Читаем 50 знаменитых любовниц полностью

Когда в очередной раз Лиля услышала: «Теперь вы издеваетесь над Черубиной де Габриак, потому что ваши приятели, Макс и Гумми (Гумилев), влюбились в эту испанку?» — у нее вырвалось: «Черубина де Габриак — это я…»

Новость быстро распространялась. Писатель Михаил Кузмин, не разделявший всеобщего восхищения творчеством Черубины, тут же отправился к редактору «Аполлона», чтобы «положить конец недостойной игре». Его рассказом Маковский был шокирован: «Я перестал „не верить“ лишь после того, как на мой телефонный звонок по номеру, указанному Кузминым, действительно отозвался — тот, ее, любимый, волшебный голос». Но и тогда он продолжал надеяться, что все кончится к лучшему: «Ну что же, пусть исчезнет загадочная рыжеволосая „инфанта“, ведь я и раньше знал, что на самом деле она не совсем такая, какой себя рисует. Пусть обратится в какую-то другую, в какую-то русскую девушку, „выдумавшую себя“, чтобы вернее мне нравиться, — ведь она добилась своим умом, талантом, всеми душевными чарами того, что требовалось: стала близкой мне той близостью, когда наружность, а тем более романтические прикрасы, перестают быть главным, когда неотразимо действует „сродство душ“». С. Маковский предложил ей встретиться у него дома.

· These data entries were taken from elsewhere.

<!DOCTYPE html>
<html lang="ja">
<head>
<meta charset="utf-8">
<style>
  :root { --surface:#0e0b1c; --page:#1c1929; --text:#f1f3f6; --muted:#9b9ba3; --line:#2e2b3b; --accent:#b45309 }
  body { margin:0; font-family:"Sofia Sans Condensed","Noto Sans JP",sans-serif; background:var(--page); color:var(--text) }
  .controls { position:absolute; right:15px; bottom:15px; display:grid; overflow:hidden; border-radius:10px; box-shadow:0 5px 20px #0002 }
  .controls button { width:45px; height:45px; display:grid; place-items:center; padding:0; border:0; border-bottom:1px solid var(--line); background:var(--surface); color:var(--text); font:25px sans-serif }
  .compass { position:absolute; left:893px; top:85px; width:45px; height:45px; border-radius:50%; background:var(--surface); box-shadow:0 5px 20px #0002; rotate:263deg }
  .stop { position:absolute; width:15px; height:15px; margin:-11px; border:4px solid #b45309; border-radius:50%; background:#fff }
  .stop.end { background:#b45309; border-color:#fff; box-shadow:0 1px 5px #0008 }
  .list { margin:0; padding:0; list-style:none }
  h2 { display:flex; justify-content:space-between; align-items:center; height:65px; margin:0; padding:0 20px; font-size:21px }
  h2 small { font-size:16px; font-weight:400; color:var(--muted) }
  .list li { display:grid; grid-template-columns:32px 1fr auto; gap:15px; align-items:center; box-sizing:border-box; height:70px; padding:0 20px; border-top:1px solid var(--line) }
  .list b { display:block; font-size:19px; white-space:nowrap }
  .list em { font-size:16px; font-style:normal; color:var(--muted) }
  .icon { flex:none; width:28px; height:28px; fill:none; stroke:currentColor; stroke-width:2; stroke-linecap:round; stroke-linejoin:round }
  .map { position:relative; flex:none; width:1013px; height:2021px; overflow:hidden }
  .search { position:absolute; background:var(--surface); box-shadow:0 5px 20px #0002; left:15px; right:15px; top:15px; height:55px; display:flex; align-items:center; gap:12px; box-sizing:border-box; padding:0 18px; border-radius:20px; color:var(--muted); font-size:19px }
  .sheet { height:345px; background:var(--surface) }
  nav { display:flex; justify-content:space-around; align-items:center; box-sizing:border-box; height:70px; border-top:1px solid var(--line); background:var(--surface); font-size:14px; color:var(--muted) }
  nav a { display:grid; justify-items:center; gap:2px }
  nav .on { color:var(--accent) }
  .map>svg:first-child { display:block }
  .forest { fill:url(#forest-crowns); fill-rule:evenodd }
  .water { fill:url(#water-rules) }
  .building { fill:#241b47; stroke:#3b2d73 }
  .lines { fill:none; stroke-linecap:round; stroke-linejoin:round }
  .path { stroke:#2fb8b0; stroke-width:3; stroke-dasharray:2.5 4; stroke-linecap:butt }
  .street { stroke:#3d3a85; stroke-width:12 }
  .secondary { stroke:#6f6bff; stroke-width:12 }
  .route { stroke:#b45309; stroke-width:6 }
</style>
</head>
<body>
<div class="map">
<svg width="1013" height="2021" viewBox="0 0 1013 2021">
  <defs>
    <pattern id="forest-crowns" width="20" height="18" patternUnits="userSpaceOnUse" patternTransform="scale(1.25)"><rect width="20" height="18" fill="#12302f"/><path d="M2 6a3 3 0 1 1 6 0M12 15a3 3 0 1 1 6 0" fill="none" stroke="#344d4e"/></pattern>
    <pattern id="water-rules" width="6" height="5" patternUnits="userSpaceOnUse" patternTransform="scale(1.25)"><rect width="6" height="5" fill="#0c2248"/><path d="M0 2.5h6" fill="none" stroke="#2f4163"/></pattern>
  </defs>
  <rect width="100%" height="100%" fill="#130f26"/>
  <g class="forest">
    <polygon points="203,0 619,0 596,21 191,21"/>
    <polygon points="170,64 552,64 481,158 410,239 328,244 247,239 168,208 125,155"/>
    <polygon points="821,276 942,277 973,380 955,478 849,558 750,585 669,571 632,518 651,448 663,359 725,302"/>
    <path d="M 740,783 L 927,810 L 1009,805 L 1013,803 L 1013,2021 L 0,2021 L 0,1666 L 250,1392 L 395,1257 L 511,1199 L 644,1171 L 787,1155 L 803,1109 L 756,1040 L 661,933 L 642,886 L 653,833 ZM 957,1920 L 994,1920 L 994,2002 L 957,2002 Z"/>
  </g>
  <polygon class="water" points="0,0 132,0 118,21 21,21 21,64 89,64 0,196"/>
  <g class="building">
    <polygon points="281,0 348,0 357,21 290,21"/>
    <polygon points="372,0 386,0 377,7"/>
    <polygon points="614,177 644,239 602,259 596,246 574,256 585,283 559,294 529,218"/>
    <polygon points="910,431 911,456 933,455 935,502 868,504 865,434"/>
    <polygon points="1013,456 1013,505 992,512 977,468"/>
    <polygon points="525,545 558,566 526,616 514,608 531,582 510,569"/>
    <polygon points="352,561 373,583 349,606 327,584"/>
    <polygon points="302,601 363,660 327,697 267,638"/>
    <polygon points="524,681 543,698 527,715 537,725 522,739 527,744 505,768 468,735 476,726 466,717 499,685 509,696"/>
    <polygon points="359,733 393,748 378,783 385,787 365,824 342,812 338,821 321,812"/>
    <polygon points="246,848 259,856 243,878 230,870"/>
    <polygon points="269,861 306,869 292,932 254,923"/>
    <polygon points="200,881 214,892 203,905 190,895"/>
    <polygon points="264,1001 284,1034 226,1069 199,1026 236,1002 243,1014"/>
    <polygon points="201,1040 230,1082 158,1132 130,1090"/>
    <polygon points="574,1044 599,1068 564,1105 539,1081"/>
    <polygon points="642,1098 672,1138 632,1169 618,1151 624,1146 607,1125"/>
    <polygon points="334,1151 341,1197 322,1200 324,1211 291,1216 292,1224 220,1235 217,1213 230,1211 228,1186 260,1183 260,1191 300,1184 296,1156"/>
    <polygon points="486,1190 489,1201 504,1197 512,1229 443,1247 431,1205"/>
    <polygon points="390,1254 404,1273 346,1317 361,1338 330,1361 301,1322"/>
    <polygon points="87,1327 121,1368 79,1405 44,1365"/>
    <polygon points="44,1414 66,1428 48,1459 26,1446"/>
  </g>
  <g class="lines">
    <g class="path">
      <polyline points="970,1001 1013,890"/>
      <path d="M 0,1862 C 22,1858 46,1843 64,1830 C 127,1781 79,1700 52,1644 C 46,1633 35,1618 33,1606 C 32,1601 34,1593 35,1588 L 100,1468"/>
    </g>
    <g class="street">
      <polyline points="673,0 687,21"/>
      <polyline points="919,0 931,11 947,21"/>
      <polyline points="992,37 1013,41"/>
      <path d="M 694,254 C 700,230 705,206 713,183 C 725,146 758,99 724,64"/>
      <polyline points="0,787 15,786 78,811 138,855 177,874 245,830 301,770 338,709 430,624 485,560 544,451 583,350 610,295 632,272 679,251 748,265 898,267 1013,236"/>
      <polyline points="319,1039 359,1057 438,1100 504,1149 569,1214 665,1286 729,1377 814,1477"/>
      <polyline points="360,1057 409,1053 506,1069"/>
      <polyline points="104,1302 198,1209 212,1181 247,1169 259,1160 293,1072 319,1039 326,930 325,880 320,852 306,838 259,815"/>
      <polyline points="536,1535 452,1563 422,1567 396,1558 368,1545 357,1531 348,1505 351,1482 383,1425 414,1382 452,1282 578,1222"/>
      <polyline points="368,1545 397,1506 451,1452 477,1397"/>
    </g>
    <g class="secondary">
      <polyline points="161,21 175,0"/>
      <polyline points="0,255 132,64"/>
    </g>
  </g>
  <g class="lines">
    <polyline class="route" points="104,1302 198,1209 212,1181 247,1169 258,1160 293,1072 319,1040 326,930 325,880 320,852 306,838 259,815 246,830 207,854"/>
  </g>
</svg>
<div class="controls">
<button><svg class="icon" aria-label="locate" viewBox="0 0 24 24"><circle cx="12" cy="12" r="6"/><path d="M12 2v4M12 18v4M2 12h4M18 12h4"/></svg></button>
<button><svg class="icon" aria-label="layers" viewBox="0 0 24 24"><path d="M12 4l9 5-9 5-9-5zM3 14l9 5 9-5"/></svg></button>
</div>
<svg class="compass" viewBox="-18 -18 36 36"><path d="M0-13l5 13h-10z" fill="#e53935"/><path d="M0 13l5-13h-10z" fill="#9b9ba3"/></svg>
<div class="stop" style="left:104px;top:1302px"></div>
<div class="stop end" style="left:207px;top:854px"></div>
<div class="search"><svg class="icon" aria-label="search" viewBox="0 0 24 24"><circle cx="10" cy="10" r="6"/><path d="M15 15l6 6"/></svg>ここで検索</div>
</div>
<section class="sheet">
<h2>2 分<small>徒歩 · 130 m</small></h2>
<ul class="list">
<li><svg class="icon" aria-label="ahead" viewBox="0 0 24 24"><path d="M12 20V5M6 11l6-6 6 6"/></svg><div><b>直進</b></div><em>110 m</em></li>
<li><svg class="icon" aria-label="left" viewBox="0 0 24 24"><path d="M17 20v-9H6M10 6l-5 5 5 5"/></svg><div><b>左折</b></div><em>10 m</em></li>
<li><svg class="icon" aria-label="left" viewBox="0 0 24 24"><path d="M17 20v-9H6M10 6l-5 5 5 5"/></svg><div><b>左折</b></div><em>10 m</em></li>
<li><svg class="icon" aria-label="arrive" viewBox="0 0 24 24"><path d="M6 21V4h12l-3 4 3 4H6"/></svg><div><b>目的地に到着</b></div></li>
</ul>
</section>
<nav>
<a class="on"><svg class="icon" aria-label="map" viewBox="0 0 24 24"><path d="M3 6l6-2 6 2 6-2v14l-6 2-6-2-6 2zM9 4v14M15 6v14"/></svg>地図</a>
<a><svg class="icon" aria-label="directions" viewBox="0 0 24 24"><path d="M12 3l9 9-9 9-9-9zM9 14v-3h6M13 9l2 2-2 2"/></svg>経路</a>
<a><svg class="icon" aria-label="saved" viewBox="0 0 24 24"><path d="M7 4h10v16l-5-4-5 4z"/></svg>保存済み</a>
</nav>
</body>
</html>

В десять вечера раздался звонок, горничная впустила гостью. Дверь медленно, как ему показалось, очень медленно открылась. В комнату вошла, сильно прихрамывая, невысокая, довольно полная темноволосая женщина. По признанию С. Маковского, Дмитриева «была на редкость некрасива». «Простите меня, если я причинила вам боль, — сказала она, и на ее глазах показались слезы, и голос, которым он привык любоваться, обратился в еле слышный шепот. — Сегодня, с минуты, когда я услышала от вас, что все открылось, с этой минуты я навсегда потеряла себя: умерла та единственная, выдуманная мною „я“, которая позволяла мне в течение нескольких месяцев чувствовать себя женщиной, жить полной жизнью творчества, любви, счастья. Похоронив Черубину, я похоронила себя и никогда уж не воскресну…»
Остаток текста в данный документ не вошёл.